Take every line from the listing below that contains "this".

Material to process:
BEGIN
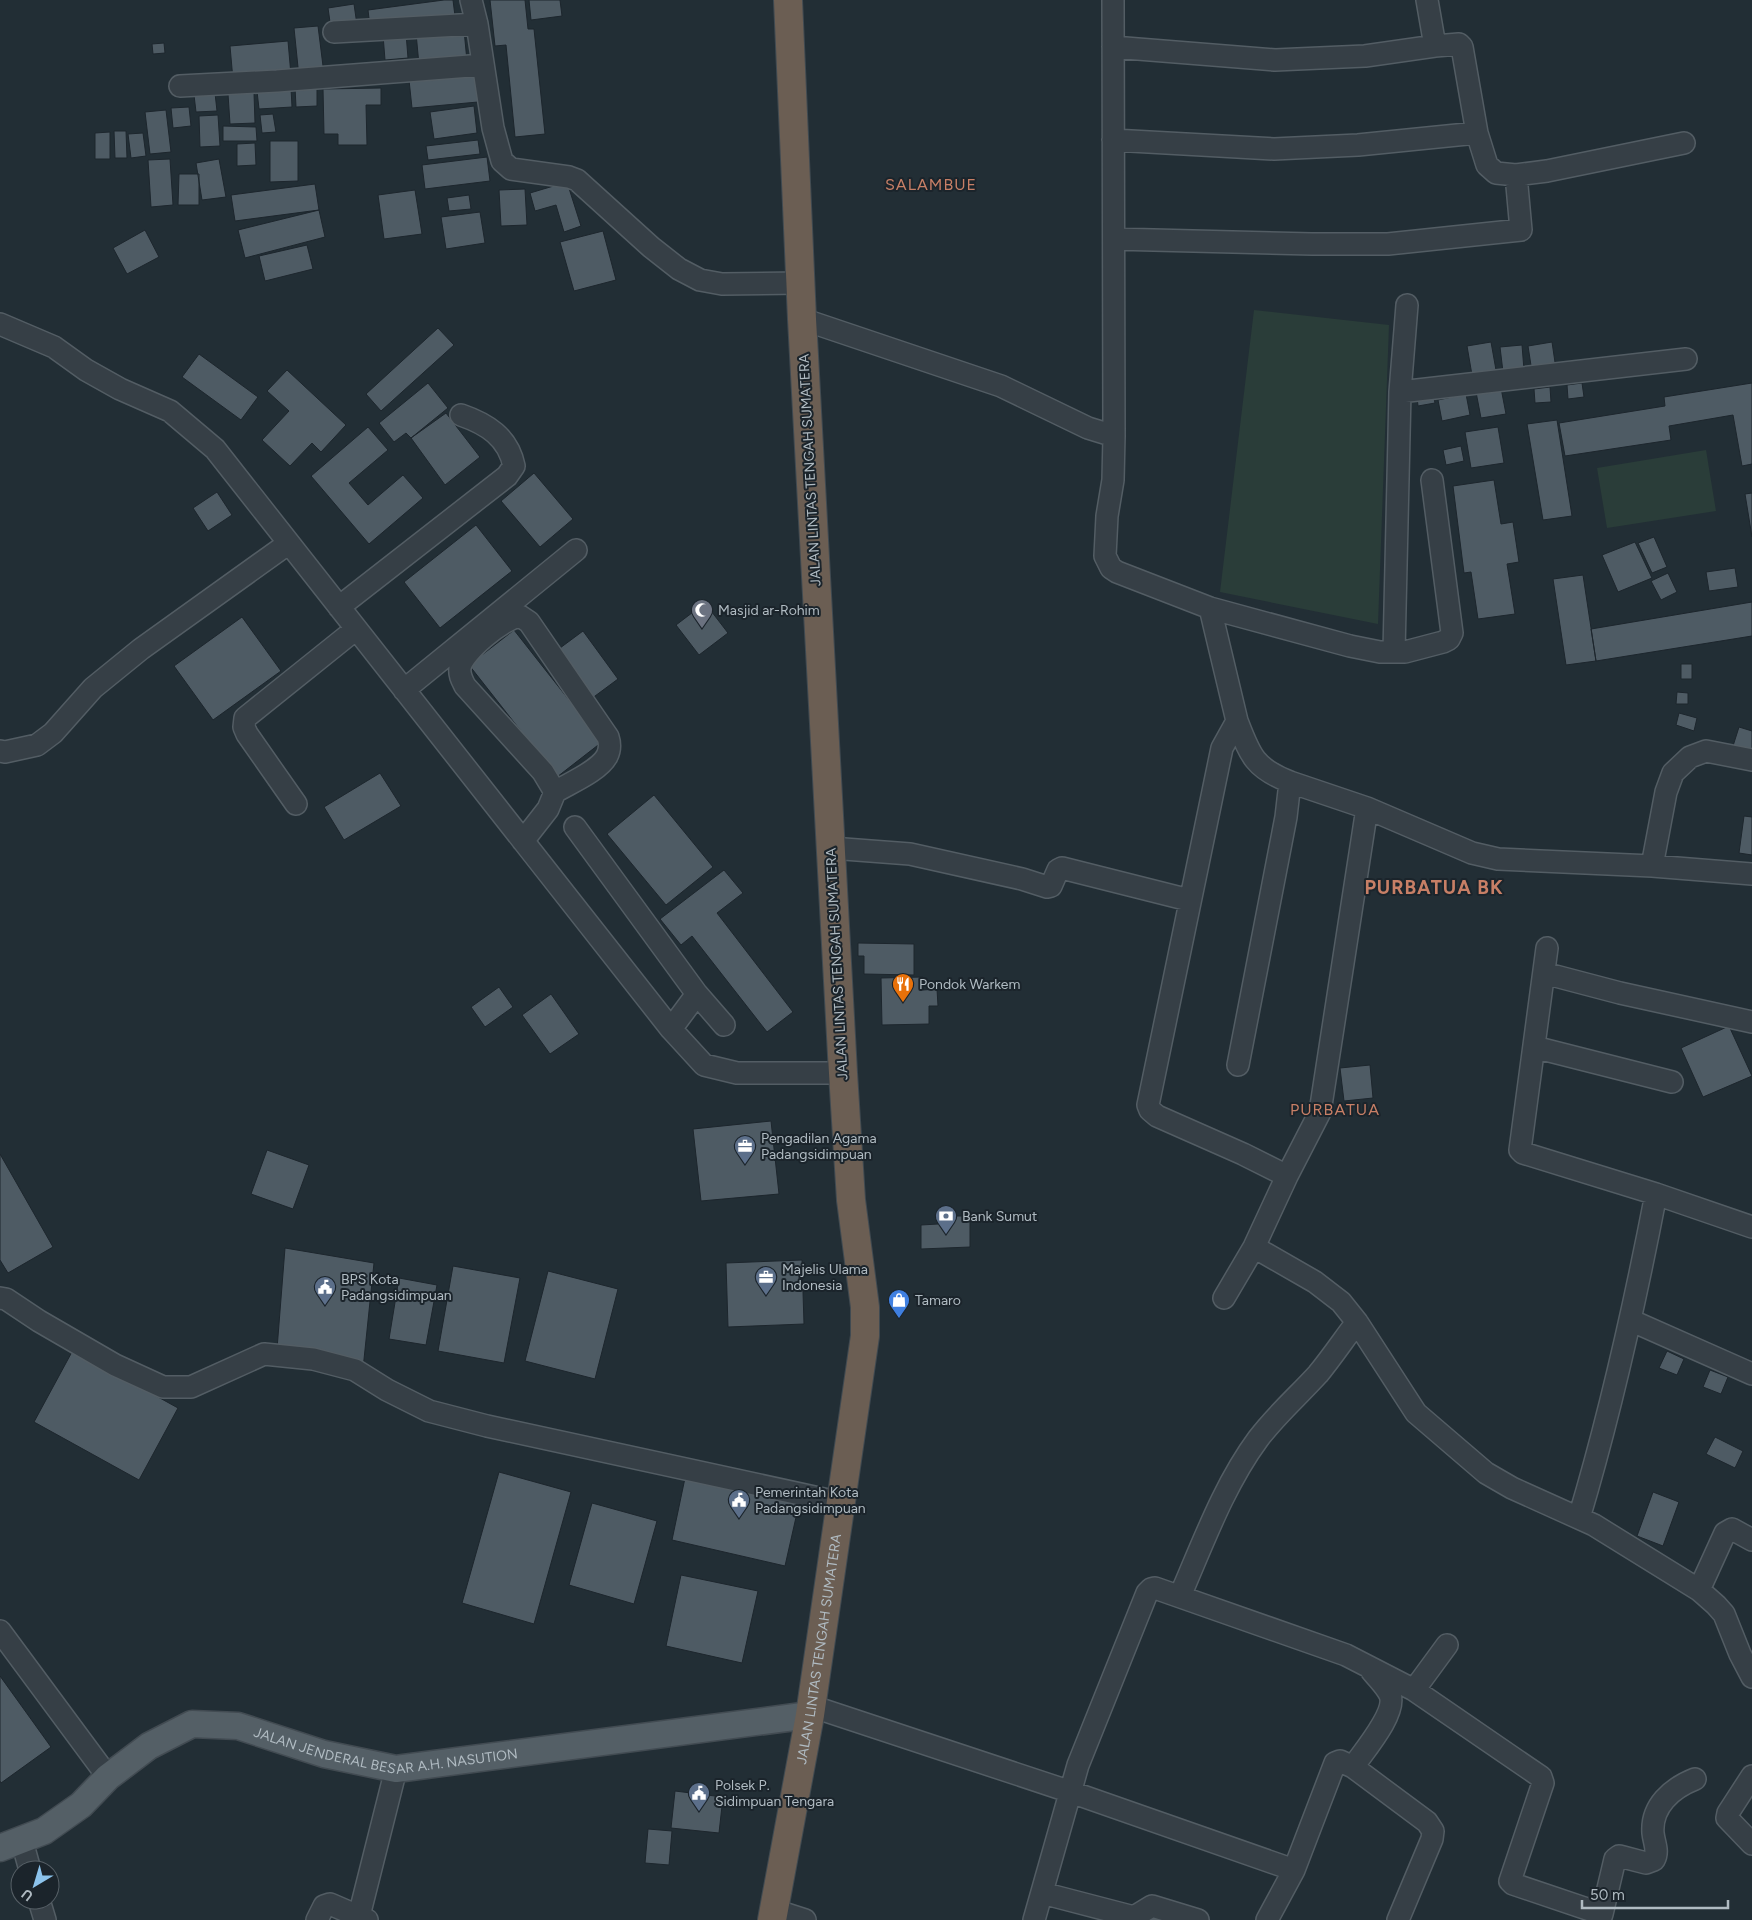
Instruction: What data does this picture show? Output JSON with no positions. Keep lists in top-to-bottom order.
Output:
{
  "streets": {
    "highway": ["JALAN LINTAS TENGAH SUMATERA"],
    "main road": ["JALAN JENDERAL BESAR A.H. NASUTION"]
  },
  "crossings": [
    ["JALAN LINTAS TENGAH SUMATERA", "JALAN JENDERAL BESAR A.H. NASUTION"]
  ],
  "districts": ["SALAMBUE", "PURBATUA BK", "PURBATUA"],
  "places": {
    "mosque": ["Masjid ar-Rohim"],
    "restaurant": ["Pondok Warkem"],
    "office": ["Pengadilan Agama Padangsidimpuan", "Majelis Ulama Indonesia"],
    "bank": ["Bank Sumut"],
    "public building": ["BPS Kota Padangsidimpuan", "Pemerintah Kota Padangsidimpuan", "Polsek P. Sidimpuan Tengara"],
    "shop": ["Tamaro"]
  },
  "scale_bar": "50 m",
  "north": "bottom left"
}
END
BEGIN
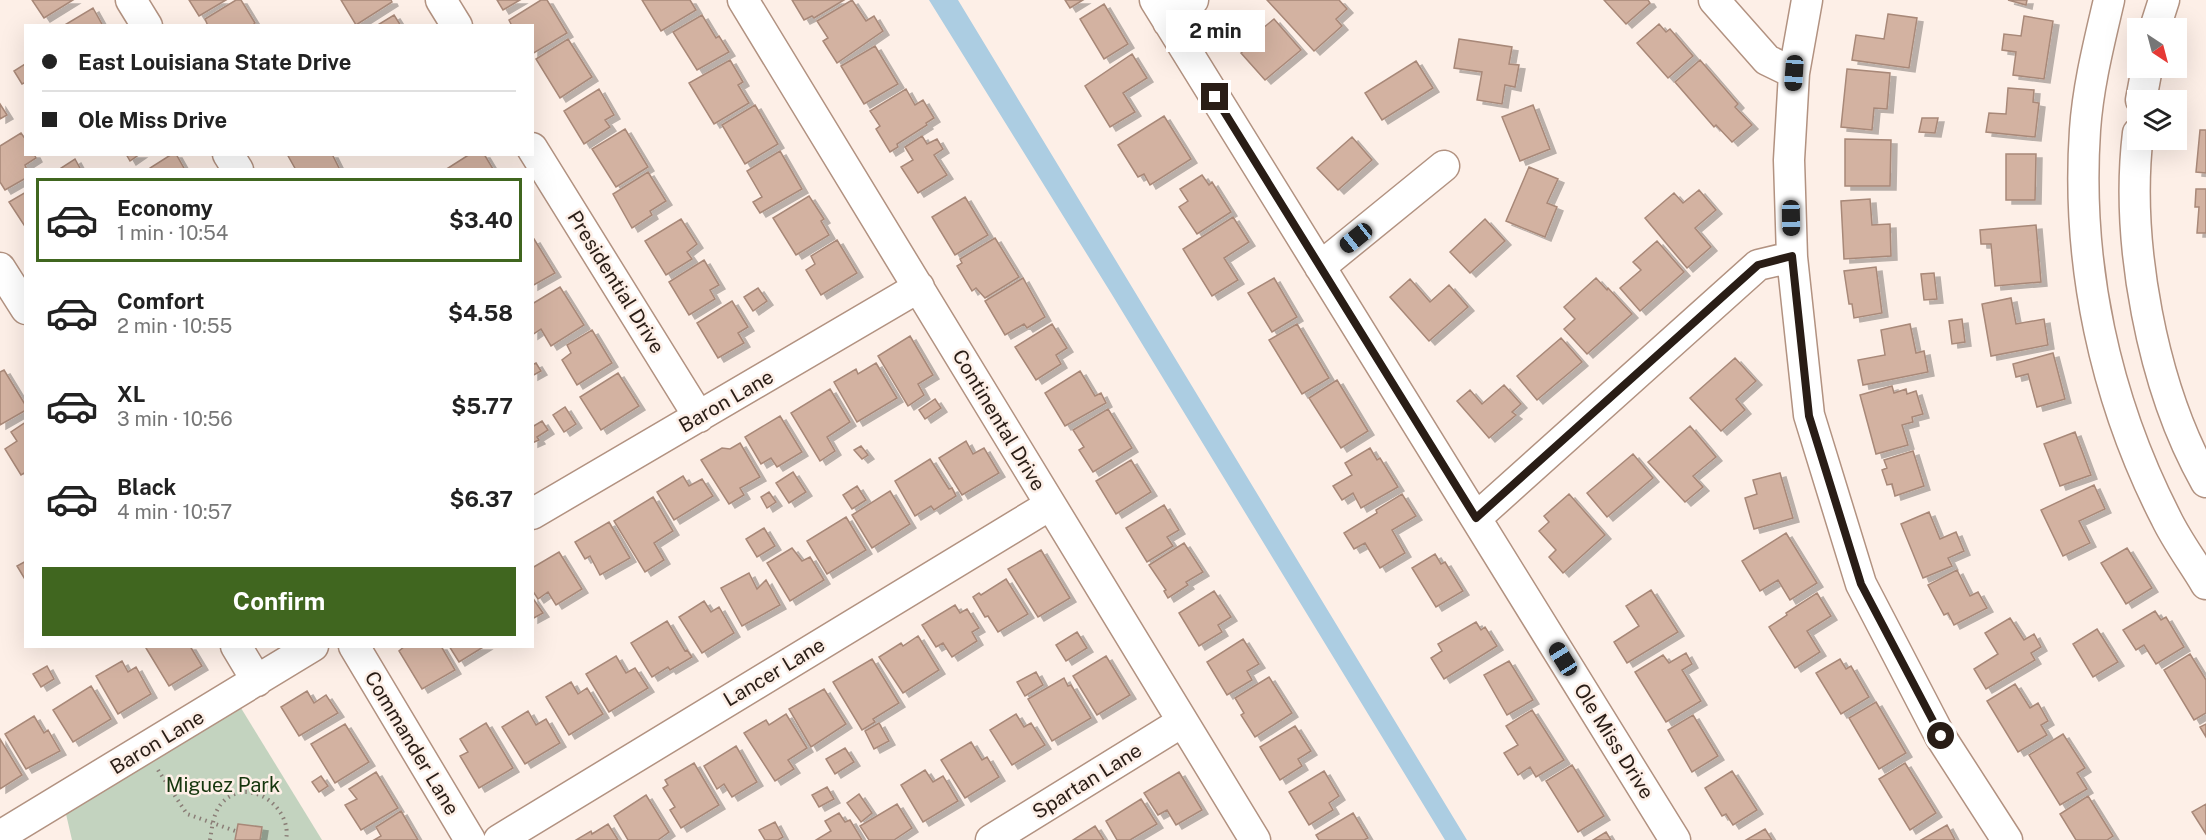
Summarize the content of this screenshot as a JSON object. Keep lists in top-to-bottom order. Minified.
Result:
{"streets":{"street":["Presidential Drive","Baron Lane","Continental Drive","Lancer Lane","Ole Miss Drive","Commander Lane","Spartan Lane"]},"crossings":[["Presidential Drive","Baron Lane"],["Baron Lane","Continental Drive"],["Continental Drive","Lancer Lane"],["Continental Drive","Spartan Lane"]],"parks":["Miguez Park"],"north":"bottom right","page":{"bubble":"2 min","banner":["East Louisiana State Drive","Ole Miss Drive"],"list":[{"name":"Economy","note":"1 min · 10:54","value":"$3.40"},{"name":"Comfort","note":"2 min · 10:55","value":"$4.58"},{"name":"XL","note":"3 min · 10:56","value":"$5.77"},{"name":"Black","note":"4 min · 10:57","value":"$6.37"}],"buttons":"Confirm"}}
END
BEGIN
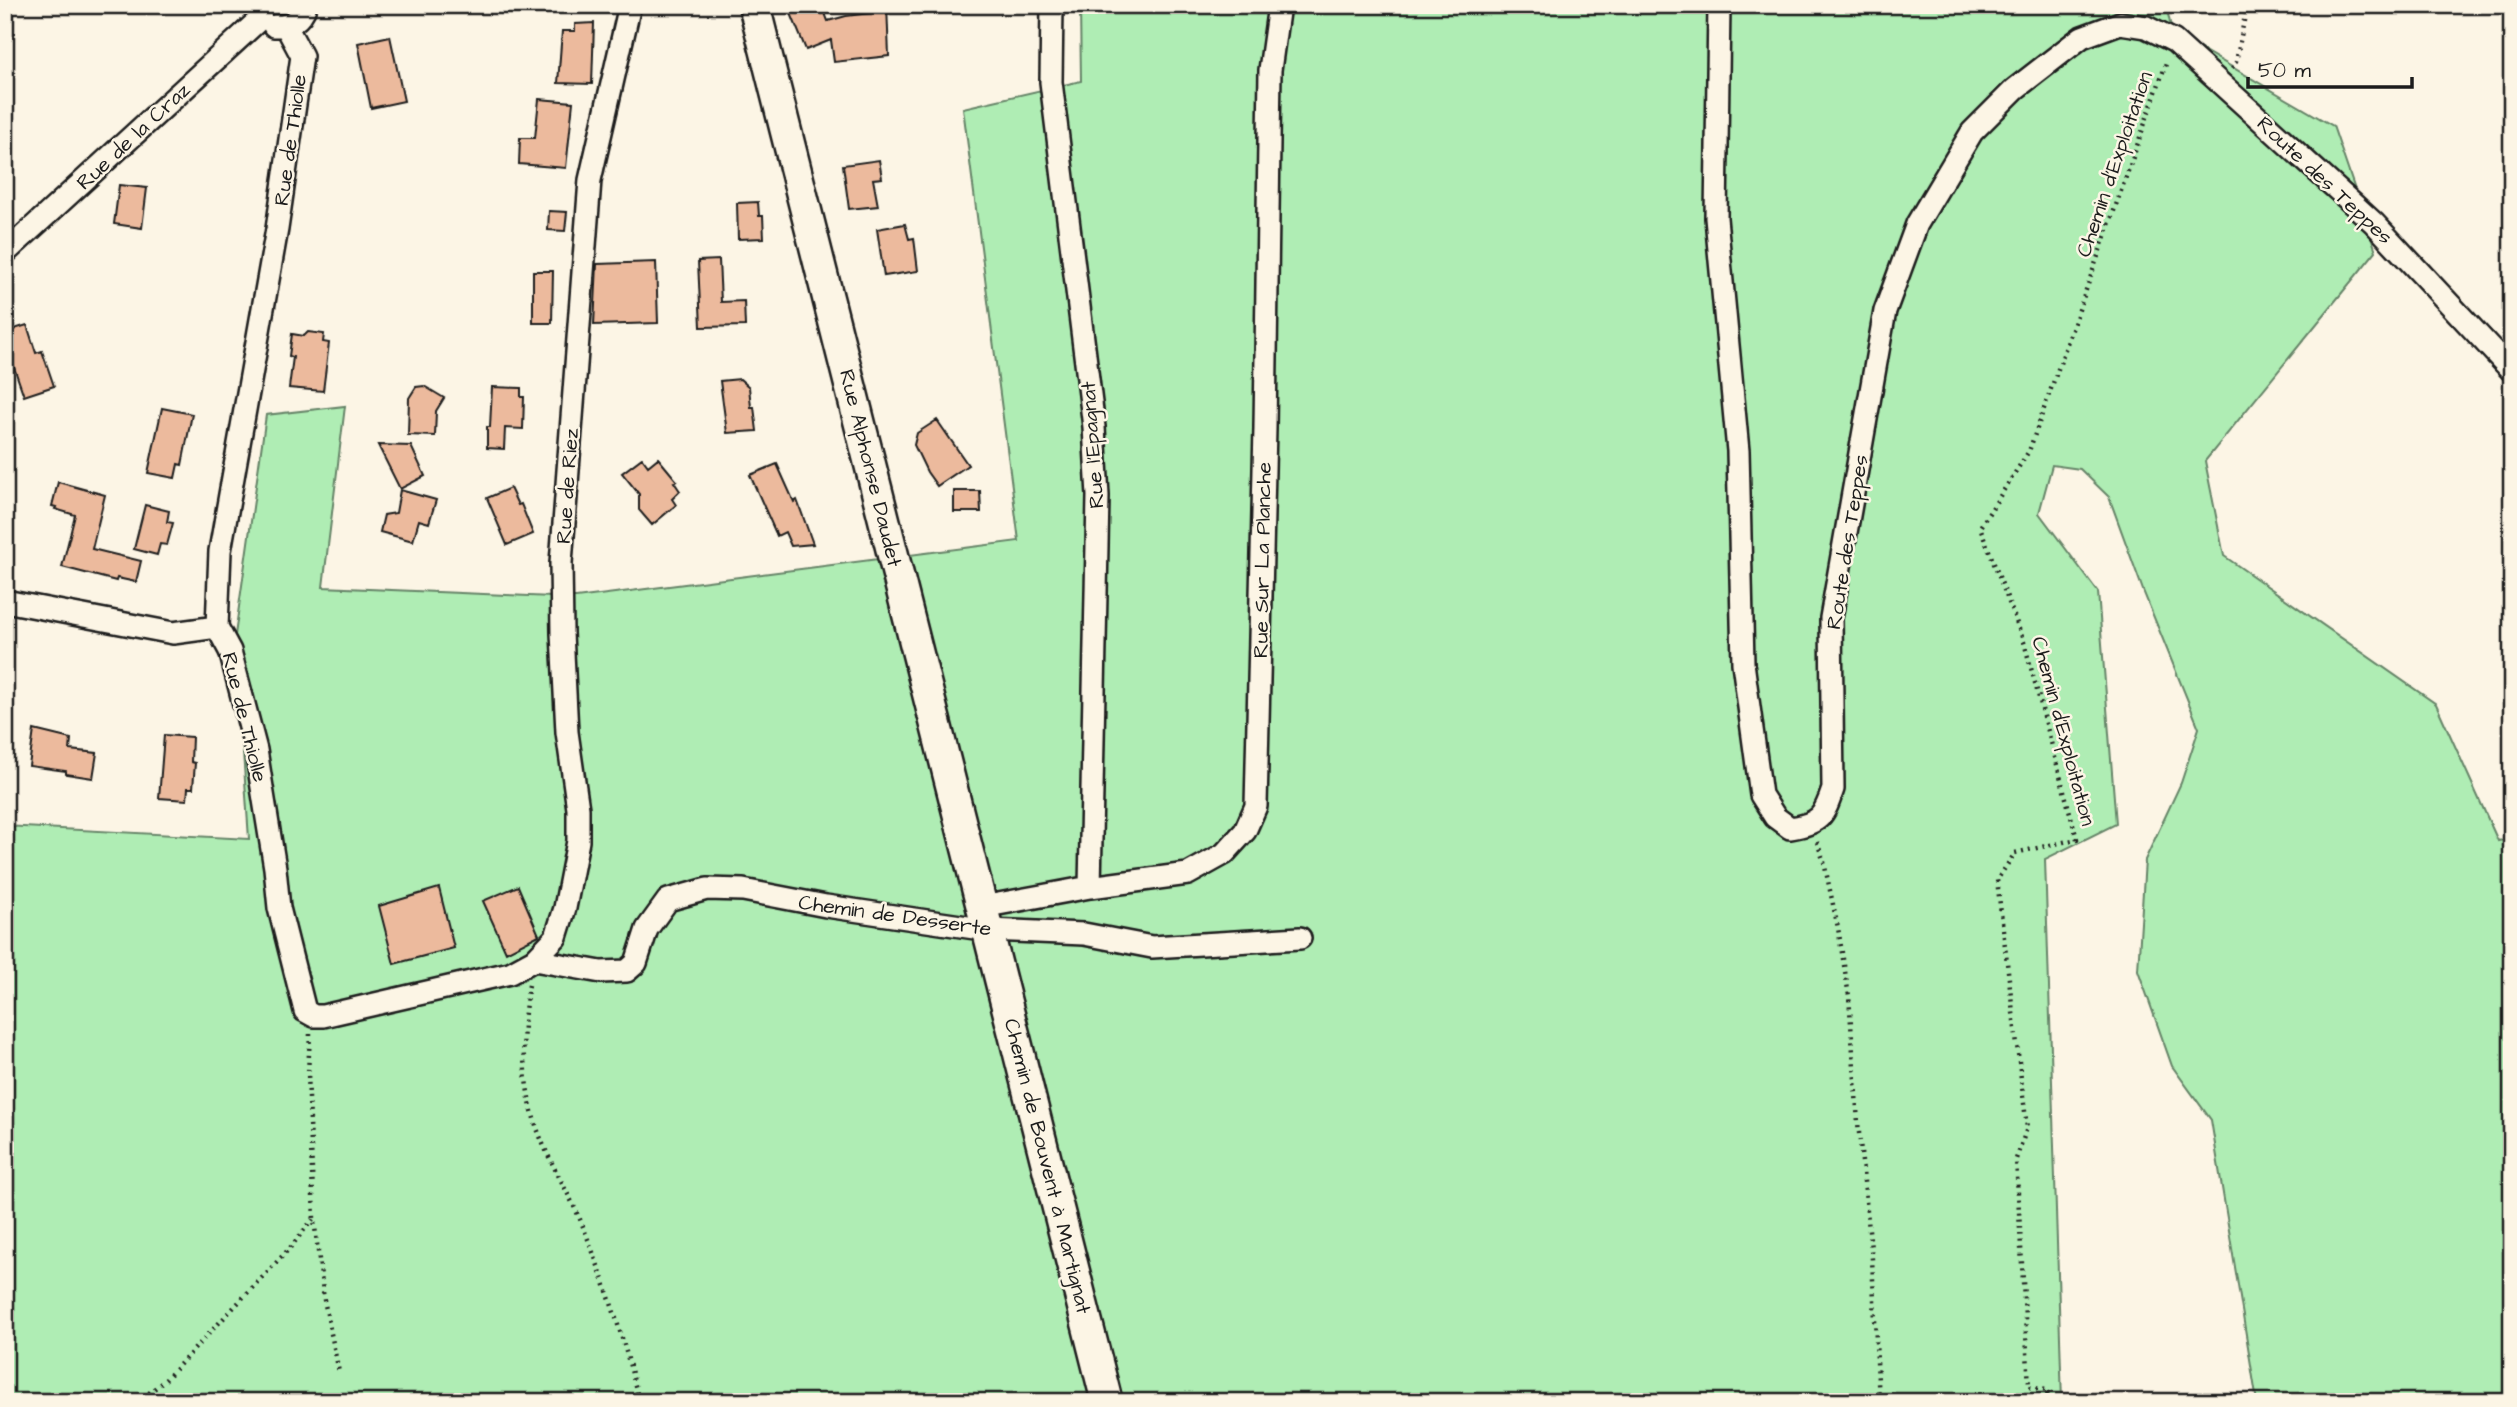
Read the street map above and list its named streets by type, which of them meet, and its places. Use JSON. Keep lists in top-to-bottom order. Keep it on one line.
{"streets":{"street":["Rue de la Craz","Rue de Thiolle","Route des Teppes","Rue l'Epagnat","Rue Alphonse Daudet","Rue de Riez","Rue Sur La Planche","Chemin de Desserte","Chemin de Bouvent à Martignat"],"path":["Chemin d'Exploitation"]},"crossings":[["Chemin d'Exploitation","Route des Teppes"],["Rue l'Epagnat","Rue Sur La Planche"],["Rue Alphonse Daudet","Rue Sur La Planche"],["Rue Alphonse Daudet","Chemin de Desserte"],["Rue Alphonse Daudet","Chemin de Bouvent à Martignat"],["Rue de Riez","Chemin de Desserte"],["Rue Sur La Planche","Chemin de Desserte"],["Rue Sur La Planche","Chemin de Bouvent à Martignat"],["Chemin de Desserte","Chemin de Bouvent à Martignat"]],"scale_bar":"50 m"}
END
Task response:
Instruction: What data does this picture show? Output JSON with no positions. Keep lists in top-to-bottom order.
Summarize the content of this screenshot as a JSON object. Keep lists in top-to-bottom order. Minified.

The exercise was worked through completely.